Our advice would be to carry out inspections on either quarterly or half-yearly basis and that you give a written advance notice to the tenant.
Unfortunately, many of us have a reactive positioning to maintenance as far as our rental property is concerned. Whereas we annually carry out MOTs on our cars that cost a fraction of our properties un usually depreciates in value. We mustn’t forget that any property is one of the biggest investments we will ever make and it is important that its welfare is approached in a similar way.
Think seasonally about what will need addressing in winter and what could be done in the summer.
Forward planning is also advantageous in that you will be able to secure the contractors of your choice plus, if your tenant is planning an extended holiday, it may be possible to coordinate your routine maintenance to coincide with this which will allow for unlimited access and minimise disruption for the tenant.
- Financial thoughts
Make sure your finances add up in 2018
It makes sense to keep track of any mortgages you may have. Something that may have been a good deal when you applied for your mortgage, for example, may not be so attractive once the initial discounted period has expired. Know when your mortgage is due for renewal, thoroughly research the market, know what’s out there and be aware of your eligibility.

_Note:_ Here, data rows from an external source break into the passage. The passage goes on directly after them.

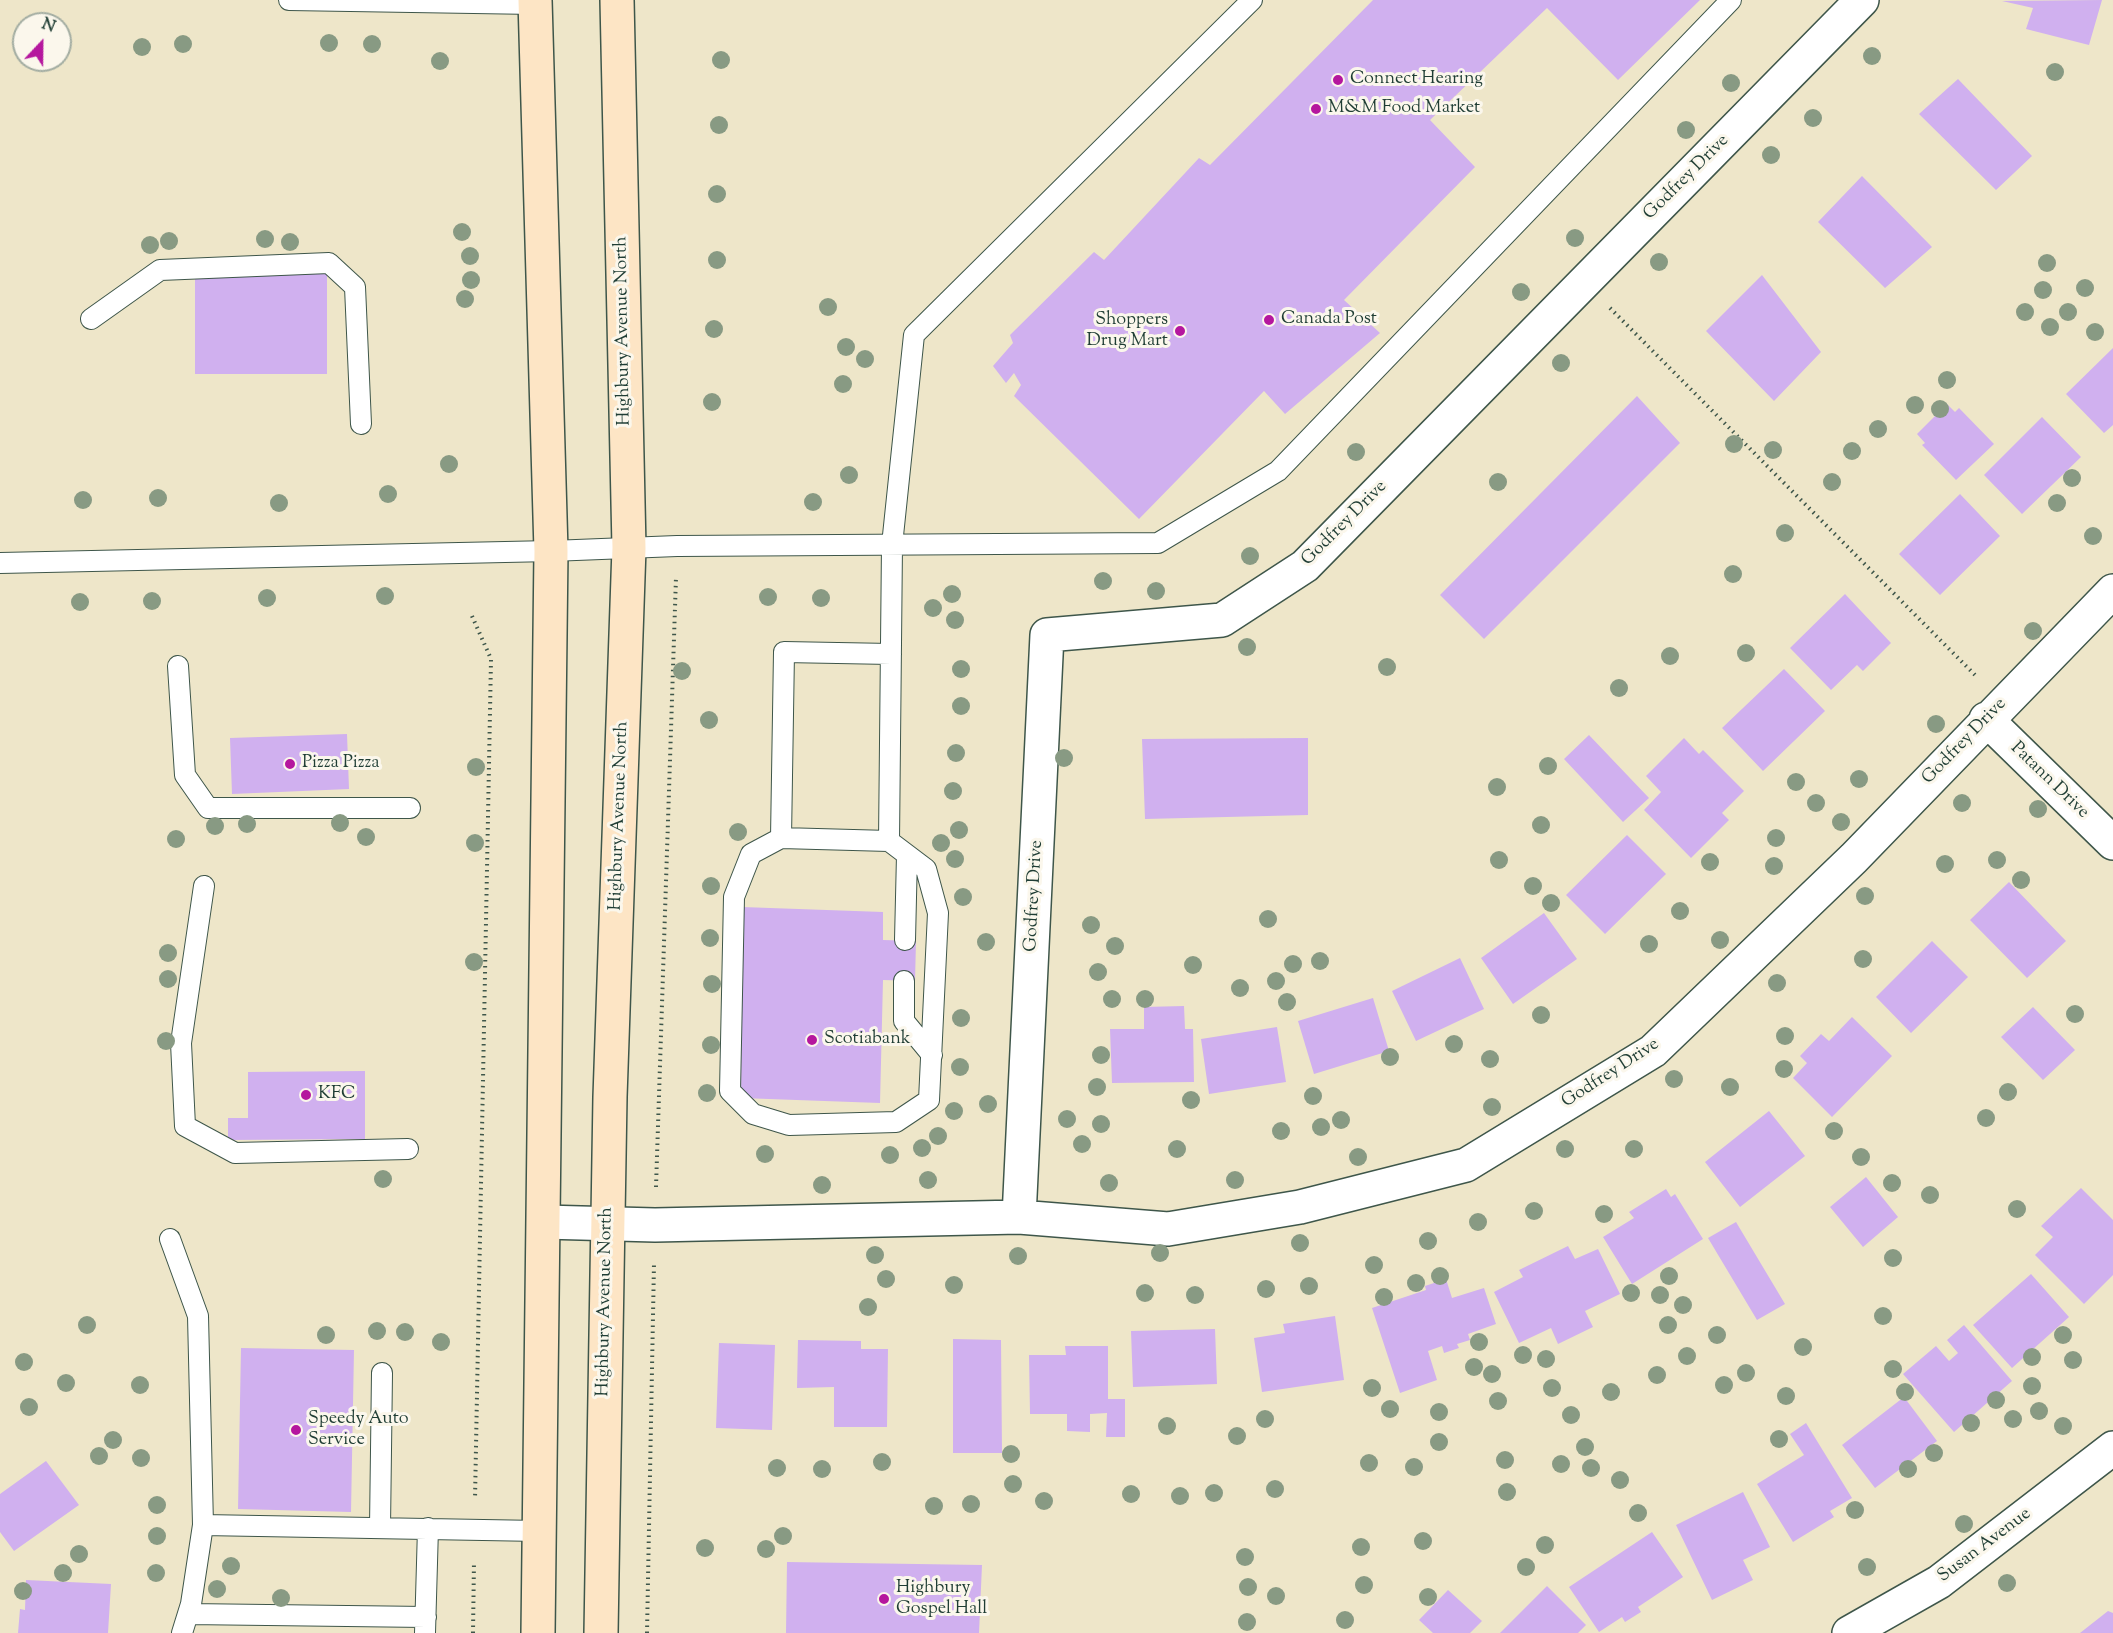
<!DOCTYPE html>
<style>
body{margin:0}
#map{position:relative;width:2113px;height:1633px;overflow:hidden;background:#eee6c9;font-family:"Sorts Mill Goudy",serif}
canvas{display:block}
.north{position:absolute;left:12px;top:12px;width:60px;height:60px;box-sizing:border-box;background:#fbf7ec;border:2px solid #a3ada2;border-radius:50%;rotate:22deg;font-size:16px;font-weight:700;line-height:24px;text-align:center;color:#1f3d34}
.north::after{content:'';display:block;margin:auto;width:21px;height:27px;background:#b5179e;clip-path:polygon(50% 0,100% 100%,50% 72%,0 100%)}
</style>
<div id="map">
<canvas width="2113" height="1633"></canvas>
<div class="north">N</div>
</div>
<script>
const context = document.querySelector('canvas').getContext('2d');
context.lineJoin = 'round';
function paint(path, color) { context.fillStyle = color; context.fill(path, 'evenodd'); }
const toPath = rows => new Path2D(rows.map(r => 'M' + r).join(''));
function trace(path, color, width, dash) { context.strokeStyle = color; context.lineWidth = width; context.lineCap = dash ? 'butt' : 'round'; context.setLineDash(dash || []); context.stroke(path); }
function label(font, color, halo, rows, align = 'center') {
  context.font = font + ' "Sorts Mill Goudy",serif'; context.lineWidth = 6; context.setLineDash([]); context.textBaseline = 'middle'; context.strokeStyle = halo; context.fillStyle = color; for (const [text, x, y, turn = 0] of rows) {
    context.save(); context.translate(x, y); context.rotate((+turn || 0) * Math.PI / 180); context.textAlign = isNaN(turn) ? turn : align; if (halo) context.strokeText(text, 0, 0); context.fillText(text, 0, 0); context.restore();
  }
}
const building = toPath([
 [1373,0,1700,0,1618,80,1547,8,1430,120,1475,167,1344,300,1380,333,1285,414,1264,391,1139,519,1014,396,1021,385,1014,373,1006,383,993,366,1013,343,1010,335,1094,252,1104,260,1199,158,1210,165],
 [2102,0,2089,45,2026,29,2033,8,2002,1],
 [1958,79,2032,156,1996,190,1919,114],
 [1862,176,1932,247,1885,288,1818,222],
 [195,271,327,271,327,374,195,374],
 [1762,275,1821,352,1774,401,1706,331],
 [2113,348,2113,425,2104,433,2066,394],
 [1637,396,1680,443,1484,639,1440,595],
 [1947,404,1955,412,1959,408,1994,444,1956,480,1922,445,1925,443,1917,434],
 [2042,417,2081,457,2022,514,1984,475],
 [1960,494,2000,536,1940,595,1899,554],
 [1845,594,1891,643,1863,671,1857,665,1831,690,1790,648],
 [1784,669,1825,711,1763,771,1722,728],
 [347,734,349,789,232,794,230,738],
 [1589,735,1649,798,1623,822,1564,759],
 [1308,738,1308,815,1145,819,1142,739],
 [1684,738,1699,754,1703,750,1744,791,1722,813,1729,820,1691,858,1644,810,1661,792,1646,776],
 [1627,835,1666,874,1605,934,1566,895],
 [2009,882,2066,941,2027,978,1970,920],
 [742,907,883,912,883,940,916,941,915,981,883,980,880,1103,741,1098],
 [1544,913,1577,959,1513,1004,1481,958],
 [1932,941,1968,977,1911,1033,1876,997],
 [1460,958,1484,1009,1416,1041,1392,991],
 [1373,998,1389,1051,1314,1074,1298,1021],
 [1184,1006,1185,1029,1193,1029,1194,1082,1112,1083,1110,1029,1144,1029,1144,1007],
 [2033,1007,2075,1050,2043,1080,2001,1037],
 [1852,1017,1892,1056,1832,1117,1793,1078,1807,1063,1800,1056,1821,1034,1829,1041],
 [1277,1027,1286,1082,1209,1094,1201,1039],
 [365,1071,365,1139,228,1140,228,1118,248,1118,248,1072],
 [1769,1111,1805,1156,1740,1207,1705,1162],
 [1866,1177,1898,1217,1863,1247,1830,1207],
 [2081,1188,2113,1220,2113,1275,2084,1304,2035,1255,2053,1237,2041,1226],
 [1666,1189,1671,1197,1675,1194,1703,1239,1632,1284,1603,1237,1634,1218,1629,1212],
 [1736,1222,1785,1304,1757,1320,1708,1238],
 [1568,1246,1575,1259,1598,1249,1620,1294,1585,1311,1593,1327,1558,1344,1551,1328,1519,1343,1494,1292,1523,1277,1519,1270],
 [2031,1274,2069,1317,2012,1368,1973,1325],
 [1446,1279,1452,1298,1484,1288,1496,1324,1468,1334,1470,1340,1457,1344,1459,1348,1444,1353,1442,1346,1428,1351,1437,1380,1400,1393,1372,1308,1426,1290,1425,1286],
 [1335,1316,1344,1380,1262,1392,1254,1338,1285,1333,1283,1324],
 [1964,1325,2012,1381,1954,1432,1903,1374,1936,1346,1949,1361,1958,1353,1947,1340],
 [1215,1329,1217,1384,1133,1387,1131,1331],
 [953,1339,1001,1340,1002,1453,953,1453],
 [798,1340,861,1341,861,1349,888,1349,887,1427,834,1427,834,1387,797,1388],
 [719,1343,775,1345,772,1430,716,1428],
 [1065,1346,1108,1346,1108,1399,1125,1399,1125,1437,1106,1437,1107,1413,1090,1414,1090,1432,1067,1431,1067,1414,1030,1414,1029,1355,1066,1355],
 [241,1348,354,1350,351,1512,238,1509],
 [1904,1397,1937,1441,1875,1488,1842,1445],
 [1806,1423,1852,1498,1830,1511,1834,1517,1793,1542,1757,1484,1804,1455,1790,1434],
 [46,1461,79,1505,14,1551,0,1532,0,1494],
 [1743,1492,1770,1547,1743,1560,1753,1580,1712,1600,1676,1525],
 [1652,1532,1683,1577,1638,1607,1641,1612,1625,1622,1622,1617,1599,1632,1569,1587],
 [787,1562,982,1565,979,1633,786,1633],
 [26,1580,111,1584,108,1633,18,1633,20,1609,25,1610],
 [1547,1586,1586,1625,1578,1633,1500,1633],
 [1448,1590,1482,1621,1470,1633,1433,1633,1419,1620],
 [2108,1611,2113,1613,2113,1633,2080,1633]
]);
const path = toPath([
 [1610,308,1977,677],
 [472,616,491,659,475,1499],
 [656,1187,676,577],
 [473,1633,474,1561],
 [647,1633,654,1263]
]);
const lane = toPath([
 [289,0,535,4],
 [91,319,160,270,329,263,355,287,361,424],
 [0,563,551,551,677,546,1158,543,1278,471,1731,0],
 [178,666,185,775,208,808,410,808],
 [781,838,784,652,891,654],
 [889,841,781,838,751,854,734,897,730,1091,753,1114,789,1125,896,1122,929,1100,938,913,926,869,889,841,892,545,914,335,1252,0],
 [204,886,181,1043,185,1126,235,1153,408,1149],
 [905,940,907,855],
 [904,981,904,1021,932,1055],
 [170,1239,198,1316,203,1525,539,1531],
 [380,1527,382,1373],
 [188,1614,426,1617],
 [182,1633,191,1604,203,1525],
 [425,1633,428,1528]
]);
const street = toPath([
 [1986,719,2113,843],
 [1019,1217,1047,635,1222,620,1305,566,1862,0],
 [544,1222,655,1225,1019,1217,1168,1229,1300,1207,1466,1165,1653,1051,1854,858,2113,591],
 [1849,1633,1939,1582,2113,1448]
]);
const secondary = toPath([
 [535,0,551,551,538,1633],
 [601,1633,610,1097,629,548,617,0]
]);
const trees = [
 [329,43],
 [183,44],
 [372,44],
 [142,47],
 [1872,56],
 [721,60],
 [440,61],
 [2055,72],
 [1731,83],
 [1813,118],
 [719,125],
 [1686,130],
 [1771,155],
 [717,194],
 [462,232],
 [1575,238],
 [265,239],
 [169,241],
 [290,242],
 [150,245],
 [470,256],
 [717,260],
 [1659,262],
 [2047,263],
 [471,280],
 [2085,288],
 [2043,290],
 [1521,292],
 [465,299],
 [828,307],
 [2025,312],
 [2068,312],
 [2050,327],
 [714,329],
 [2095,332],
 [846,347],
 [865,359],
 [1561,363],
 [1947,380],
 [843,384],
 [712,402],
 [1915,405],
 [1940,409],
 [1878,429],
 [1734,444],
 [1773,450],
 [1852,451],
 [1356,452],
 [449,464],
 [849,475],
 [2072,478],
 [1498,482],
 [1832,482],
 [388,494],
 [158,498],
 [83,500],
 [813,502],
 [279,503],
 [2057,503],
 [1785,533],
 [2093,536],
 [1250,556],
 [1733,574],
 [1103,581],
 [1156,591],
 [952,594],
 [385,596],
 [768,597],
 [267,598],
 [821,598],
 [152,601],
 [80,602],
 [933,608],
 [955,620],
 [2033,631],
 [1247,647],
 [1746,653],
 [1670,656],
 [1387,667],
 [961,669],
 [682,671],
 [1619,688],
 [961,706],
 [709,720],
 [1936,724],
 [956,753],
 [1064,758],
 [1548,766],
 [476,767],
 [1859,779],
 [1796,782],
 [1497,787],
 [953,791],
 [1816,803],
 [1962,803],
 [2038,809],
 [1841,822],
 [340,823],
 [247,824],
 [1541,825],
 [215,826],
 [959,830],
 [738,832],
 [366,837],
 [1776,838],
 [176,839],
 [475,843],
 [941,843],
 [955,859],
 [1499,860],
 [1997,860],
 [1710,862],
 [1945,864],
 [1774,866],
 [2021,880],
 [711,886],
 [1533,886],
 [1865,896],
 [963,897],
 [1551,903],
 [1680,911],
 [1268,919],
 [1091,925],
 [710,938],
 [1720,940],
 [986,942],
 [1649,944],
 [1115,946],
 [168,953],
 [1863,959],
 [1320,961],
 [474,962],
 [1293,964],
 [1193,965],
 [1098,972],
 [168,979],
 [1276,981],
 [1777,983],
 [712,984],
 [1240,988],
 [1112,999],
 [1145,999],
 [1287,1002],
 [2075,1014],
 [1541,1015],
 [961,1018],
 [1785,1036],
 [166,1041],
 [1454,1044],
 [711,1045],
 [1101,1055],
 [1390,1057],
 [1490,1059],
 [960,1067],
 [1784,1069],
 [1674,1079],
 [1097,1087],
 [1730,1087],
 [2008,1092],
 [707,1093],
 [1313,1096],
 [1191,1100],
 [988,1104],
 [1492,1107],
 [954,1111],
 [1986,1118],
 [1067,1119],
 [1341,1120],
 [1101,1124],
 [1321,1127],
 [1281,1131],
 [1834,1131],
 [938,1136],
 [1082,1144],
 [922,1148],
 [1177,1149],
 [1565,1149],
 [1634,1149],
 [765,1154],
 [890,1155],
 [1358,1157],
 [1861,1157],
 [383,1179],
 [928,1180],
 [1235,1180],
 [1109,1183],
 [1892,1183],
 [822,1185],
 [1930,1195],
 [2017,1209],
 [1534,1211],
 [1604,1214],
 [1478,1222],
 [1428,1241],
 [1300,1243],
 [1160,1253],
 [875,1255],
 [1018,1256],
 [1893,1258],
 [1374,1265],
 [1440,1276],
 [1669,1276],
 [886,1279],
 [1416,1283],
 [954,1285],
 [1309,1286],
 [1266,1289],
 [1145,1293],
 [1631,1293],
 [1195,1295],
 [1660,1295],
 [1384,1297],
 [1683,1305],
 [868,1307],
 [1883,1316],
 [87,1325],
 [1668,1325],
 [377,1331],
 [405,1332],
 [326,1335],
 [1717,1335],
 [2063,1335],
 [441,1342],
 [1479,1342],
 [1803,1347],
 [1523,1355],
 [1687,1356],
 [2032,1357],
 [1546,1359],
 [2073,1360],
 [24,1362],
 [1474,1367],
 [1893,1369],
 [1746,1373],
 [1492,1374],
 [1657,1375],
 [66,1383],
 [140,1385],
 [1724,1385],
 [2032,1386],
 [1372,1388],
 [1552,1388],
 [1611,1392],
 [1905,1392],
 [1786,1396],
 [1996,1400],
 [1498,1401],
 [29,1407],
 [1390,1409],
 [2039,1411],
 [1439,1412],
 [1571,1415],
 [1265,1419],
 [2013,1419],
 [1971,1423],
 [1167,1426],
 [2063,1426],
 [1237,1436],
 [1779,1439],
 [113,1440],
 [1439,1442],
 [1585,1447],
 [1934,1453],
 [1011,1454],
 [99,1456],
 [141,1458],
 [1505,1460],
 [882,1462],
 [1369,1463],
 [1561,1464],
 [1414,1467],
 [777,1468],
 [1591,1468],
 [822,1469],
 [1908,1469],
 [1620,1480],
 [1013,1484],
 [1275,1489],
 [1507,1492],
 [1214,1493],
 [1131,1494],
 [1180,1496],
 [1044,1501],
 [971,1504],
 [157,1505],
 [934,1506],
 [1855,1510],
 [1638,1513],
 [1964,1524],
 [157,1536],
 [783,1536],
 [1423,1541],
 [1545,1545],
 [1361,1547],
 [705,1548],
 [766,1549],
 [79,1554],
 [1245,1557],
 [231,1566],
 [1526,1567],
 [1867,1567],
 [63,1573],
 [156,1573],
 [2007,1583],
 [1364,1585],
 [1248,1587],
 [217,1589],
 [23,1591],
 [1276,1596],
 [1428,1597],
 [281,1598],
 [1345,1620],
 [1247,1622]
];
const markers = [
 [1338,80,6,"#b5179e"],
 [1316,109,6,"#b5179e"],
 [1269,320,6,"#b5179e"],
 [1180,331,6,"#b5179e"],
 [290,764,6,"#b5179e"],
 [812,1040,6,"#b5179e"],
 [306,1095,6,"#b5179e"],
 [296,1430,6,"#b5179e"],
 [884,1599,6,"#b5179e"]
];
const poiNames = [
 ["Connect Hearing",1350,80],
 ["M&M Food Market",1328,109],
 ["Canada Post",1281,320],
 ["Shoppers",1168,321,"right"],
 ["Drug Mart",1168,342,"right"],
 ["Pizza Pizza",302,764],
 ["Scotiabank",824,1040],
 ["KFC",318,1095],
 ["Speedy Auto",308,1420],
 ["Service",308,1441],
 ["Highbury",896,1589],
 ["Gospel Hall",896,1610]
];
const streetNames = [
 ["Godfrey Drive",1687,178,-45],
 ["Highbury Avenue North",624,331,-91],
 ["Godfrey Drive",1345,524,-45],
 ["Godfrey Drive",1965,742,-46],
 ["Patann Drive",2049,781,44],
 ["Highbury Avenue North",620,816,-88],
 ["Godfrey Drive",1035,896,-87],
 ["Godfrey Drive",1611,1074,-33],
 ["Highbury Avenue North",606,1302,-89],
 ["Susan Avenue",1985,1546,-37]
];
paint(building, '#d0b0ef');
trace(lane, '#3e564a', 22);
trace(street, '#3e564a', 36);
trace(secondary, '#3e564a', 36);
trace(path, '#3e564a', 4, [1.5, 4.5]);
trace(lane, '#fff', 20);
trace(street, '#fff', 33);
trace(secondary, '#fde5c5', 33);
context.fillStyle = '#889a83';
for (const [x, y] of trees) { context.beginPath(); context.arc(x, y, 9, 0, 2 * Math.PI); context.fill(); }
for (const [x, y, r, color] of markers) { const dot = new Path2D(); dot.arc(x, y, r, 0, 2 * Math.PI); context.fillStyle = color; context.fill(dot); trace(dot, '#fbf7ec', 2); }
label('18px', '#1f3d34', '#fbf7ec', poiNames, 'left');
label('18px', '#1f3d34', '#fbf7ec', streetNames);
</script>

As part of your financial review it’s also important to monitor the levels of rental return other properties are achieving in the area in which your property is located, do get an up to date rental valuation from a local Letting Agent if need be. It’s useful to keep an eye on this so you can ensure that your own property’s rental price is moving with market forces and is fulfilling its full potential.
Regular small increases which are scheduled in advance are likely to be less disruptive to a tenant than a single unexpected large one.
- Portfolio plan
Investing in property is a journey and if you’re starting a portfolio (or growing one) in 2018 it’s vital to start off with a defined idea of what you’re looking to achieve, what your strategy will be, how you are going to do it. Like any journey, if you set off without knowing your destination you’ll very soon get lost… plus you’ll never know when you actually get there.
It’s also essential to have a timeline in terms of how and when you’re going to acquire the next property, plus when, if at all, you’re likely to release each investment too.
Additionally, pre-preparing for portfolio expansion enables you to monitor your favoured residential areas in order for you to identify those properties that will give you the best yield and potential for capital growth.
- Know your tenant
Having a good relationship with your Tenant is very important, as it will allow you to work together with cooperation and understanding. says Vaughan. It can also be very helpful for self-managing landlords to find out what their tenant’s plans and aspirations are for 2018.
Is your tenant intending to stay on at the property? If not, when are they looking to leave?
Knowing answers to key questions such as these allows a landlord to pre-plan their marketing strategy and start remarketing the property at the earliest opportunity.
If your tenant is planning to leave the property in 2018, also find out the reason why. Often tenants move on because of a change in personal circumstances or relationship status but it’s beneficial to make sure their move isn’t motivated by issues with the property which you need to address.